TASK REQUIREMENTS: Every line in the records below between the one holding "Dump the readable" and the one holding "Annotation task. Describe the street", inclusive, is to be set down exactly; all other lines are to be left out.

EXTRACTED INFORMATION:
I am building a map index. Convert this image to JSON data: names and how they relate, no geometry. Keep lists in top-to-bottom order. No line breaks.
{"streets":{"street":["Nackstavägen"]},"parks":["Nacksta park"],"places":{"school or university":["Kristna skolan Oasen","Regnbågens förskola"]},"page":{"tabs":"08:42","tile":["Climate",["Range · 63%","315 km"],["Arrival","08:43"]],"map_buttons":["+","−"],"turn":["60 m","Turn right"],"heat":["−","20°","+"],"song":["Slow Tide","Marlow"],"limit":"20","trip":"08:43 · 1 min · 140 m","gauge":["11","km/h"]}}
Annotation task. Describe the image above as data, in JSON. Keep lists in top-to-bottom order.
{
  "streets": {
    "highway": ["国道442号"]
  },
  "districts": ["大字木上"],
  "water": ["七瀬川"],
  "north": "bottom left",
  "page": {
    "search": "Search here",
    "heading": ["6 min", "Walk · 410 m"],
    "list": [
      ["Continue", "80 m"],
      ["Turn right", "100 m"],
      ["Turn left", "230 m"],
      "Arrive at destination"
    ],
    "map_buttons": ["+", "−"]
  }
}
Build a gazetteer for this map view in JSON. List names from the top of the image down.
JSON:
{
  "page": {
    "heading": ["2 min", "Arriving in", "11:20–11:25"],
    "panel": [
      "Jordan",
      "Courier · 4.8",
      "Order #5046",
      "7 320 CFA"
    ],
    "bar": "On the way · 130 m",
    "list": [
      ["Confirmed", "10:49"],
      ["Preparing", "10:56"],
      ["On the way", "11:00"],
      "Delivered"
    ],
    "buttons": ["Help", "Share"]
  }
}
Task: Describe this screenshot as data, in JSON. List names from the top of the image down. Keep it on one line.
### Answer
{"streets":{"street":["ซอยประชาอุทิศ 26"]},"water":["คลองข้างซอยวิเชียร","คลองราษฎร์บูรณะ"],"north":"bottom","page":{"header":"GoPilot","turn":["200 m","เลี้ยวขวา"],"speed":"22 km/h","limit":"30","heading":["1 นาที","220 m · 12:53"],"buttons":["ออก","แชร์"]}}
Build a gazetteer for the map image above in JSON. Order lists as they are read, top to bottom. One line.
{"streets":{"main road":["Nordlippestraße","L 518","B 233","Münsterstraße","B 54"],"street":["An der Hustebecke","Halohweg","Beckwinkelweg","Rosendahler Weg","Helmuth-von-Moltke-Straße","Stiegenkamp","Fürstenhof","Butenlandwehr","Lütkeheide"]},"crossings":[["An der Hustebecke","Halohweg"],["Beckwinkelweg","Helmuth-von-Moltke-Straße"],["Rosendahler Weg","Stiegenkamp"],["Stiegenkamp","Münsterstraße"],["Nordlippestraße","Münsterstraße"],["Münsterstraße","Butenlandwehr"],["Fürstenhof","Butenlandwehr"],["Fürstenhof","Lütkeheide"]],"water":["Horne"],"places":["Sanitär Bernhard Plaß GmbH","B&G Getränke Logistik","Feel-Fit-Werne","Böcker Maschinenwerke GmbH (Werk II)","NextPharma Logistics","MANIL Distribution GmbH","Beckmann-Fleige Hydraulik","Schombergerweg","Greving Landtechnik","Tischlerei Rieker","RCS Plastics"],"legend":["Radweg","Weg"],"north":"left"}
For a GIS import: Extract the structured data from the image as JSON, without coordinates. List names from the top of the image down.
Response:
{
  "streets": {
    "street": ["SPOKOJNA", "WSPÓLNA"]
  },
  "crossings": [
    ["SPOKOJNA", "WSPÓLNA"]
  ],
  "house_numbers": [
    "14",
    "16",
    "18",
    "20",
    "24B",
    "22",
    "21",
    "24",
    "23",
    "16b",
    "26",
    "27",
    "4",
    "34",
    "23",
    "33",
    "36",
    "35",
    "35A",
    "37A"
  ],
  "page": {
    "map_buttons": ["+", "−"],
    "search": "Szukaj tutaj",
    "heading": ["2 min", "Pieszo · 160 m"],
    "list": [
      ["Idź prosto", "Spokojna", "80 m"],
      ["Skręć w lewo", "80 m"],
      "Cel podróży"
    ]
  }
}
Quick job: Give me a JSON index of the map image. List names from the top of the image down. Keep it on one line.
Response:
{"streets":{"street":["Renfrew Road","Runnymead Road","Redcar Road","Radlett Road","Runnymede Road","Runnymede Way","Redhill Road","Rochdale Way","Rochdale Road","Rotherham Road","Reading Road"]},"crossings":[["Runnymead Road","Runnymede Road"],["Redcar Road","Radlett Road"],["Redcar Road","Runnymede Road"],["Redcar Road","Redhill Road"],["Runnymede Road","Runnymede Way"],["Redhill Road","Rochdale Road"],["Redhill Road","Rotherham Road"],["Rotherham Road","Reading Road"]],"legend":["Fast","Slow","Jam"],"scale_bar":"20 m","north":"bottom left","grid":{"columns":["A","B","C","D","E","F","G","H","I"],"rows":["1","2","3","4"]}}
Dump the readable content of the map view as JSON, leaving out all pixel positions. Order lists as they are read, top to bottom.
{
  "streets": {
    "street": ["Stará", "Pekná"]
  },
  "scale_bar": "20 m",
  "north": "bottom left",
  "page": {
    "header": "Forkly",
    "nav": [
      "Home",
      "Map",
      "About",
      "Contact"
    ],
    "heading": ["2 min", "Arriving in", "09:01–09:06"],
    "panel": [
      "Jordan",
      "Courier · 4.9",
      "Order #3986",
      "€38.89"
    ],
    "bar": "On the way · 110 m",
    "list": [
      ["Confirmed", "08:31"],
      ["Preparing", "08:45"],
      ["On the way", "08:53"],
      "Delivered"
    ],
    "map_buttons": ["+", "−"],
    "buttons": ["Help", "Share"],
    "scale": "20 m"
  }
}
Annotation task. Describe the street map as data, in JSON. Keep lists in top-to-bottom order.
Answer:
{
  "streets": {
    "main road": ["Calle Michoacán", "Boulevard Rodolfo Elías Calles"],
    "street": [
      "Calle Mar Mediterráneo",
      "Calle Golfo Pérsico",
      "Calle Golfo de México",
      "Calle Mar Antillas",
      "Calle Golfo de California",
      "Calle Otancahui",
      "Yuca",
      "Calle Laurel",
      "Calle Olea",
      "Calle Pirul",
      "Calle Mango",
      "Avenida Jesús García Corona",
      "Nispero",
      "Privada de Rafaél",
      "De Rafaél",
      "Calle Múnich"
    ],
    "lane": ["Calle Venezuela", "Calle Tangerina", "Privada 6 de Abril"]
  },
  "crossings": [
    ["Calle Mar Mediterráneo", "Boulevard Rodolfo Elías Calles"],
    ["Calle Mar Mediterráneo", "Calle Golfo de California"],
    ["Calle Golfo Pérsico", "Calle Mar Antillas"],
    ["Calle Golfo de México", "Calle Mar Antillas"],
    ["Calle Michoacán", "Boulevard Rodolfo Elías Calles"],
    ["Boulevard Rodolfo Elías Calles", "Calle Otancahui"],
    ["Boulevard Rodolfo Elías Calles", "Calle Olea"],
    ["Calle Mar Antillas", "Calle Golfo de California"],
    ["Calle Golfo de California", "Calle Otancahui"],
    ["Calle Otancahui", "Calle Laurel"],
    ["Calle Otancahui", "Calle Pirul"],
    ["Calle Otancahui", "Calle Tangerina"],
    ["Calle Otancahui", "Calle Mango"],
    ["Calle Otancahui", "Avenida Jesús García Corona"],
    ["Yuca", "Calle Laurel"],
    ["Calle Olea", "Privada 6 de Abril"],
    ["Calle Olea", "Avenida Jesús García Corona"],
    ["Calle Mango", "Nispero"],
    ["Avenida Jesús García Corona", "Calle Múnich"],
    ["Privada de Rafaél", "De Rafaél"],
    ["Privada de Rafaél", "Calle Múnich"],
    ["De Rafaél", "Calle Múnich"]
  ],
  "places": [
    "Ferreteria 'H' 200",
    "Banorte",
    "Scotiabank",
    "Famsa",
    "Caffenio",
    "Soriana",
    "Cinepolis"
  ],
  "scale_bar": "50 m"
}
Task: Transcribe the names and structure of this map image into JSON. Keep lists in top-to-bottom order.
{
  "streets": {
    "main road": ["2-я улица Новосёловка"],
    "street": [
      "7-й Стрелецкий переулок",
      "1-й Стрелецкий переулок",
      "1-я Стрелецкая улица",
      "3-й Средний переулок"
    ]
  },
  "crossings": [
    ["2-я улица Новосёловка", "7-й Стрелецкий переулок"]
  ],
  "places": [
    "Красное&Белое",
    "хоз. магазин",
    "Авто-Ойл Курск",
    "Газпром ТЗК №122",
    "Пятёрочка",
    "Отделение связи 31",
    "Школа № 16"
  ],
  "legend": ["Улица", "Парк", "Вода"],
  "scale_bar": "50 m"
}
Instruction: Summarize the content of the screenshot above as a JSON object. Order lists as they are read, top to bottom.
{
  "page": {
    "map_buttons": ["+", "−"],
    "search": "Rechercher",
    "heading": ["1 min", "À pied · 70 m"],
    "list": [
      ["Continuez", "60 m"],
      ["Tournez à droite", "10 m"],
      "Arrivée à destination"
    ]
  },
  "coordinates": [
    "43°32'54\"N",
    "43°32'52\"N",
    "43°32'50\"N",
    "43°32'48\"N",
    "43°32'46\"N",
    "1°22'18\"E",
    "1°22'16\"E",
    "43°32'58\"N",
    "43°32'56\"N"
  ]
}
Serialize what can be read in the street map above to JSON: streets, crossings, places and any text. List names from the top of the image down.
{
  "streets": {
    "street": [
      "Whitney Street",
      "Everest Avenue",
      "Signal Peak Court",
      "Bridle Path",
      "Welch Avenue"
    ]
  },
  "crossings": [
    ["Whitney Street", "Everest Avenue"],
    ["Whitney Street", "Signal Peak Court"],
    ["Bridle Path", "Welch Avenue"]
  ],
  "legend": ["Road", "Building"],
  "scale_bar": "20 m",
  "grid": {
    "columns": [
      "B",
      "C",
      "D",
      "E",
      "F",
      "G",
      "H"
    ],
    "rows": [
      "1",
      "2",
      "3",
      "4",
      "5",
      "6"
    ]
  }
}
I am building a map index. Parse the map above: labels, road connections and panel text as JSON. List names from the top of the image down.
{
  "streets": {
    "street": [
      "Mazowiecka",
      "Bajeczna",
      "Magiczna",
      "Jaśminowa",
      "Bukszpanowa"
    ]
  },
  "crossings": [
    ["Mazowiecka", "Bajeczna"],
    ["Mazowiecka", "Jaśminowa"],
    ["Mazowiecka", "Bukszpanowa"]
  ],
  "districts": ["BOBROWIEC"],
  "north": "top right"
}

WRITTEN REPLY:
Dump the readable content of the map view as JSON, leaving out all pixel positions. Order lists as they are read, top to bottom.
{
  "streets": {
    "street": ["Stará", "Pekná"]
  },
  "scale_bar": "20 m",
  "north": "bottom left",
  "page": {
    "header": "Forkly",
    "nav": [
      "Home",
      "Map",
      "About",
      "Contact"
    ],
    "heading": ["2 min", "Arriving in", "09:01–09:06"],
    "panel": [
      "Jordan",
      "Courier · 4.9",
      "Order #3986",
      "€38.89"
    ],
    "bar": "On the way · 110 m",
    "list": [
      ["Confirmed", "08:31"],
      ["Preparing", "08:45"],
      ["On the way", "08:53"],
      "Delivered"
    ],
    "map_buttons": ["+", "−"],
    "buttons": ["Help", "Share"],
    "scale": "20 m"
  }
}
Annotation task. Describe the street map as data, in JSON. Keep lists in top-to-bottom order.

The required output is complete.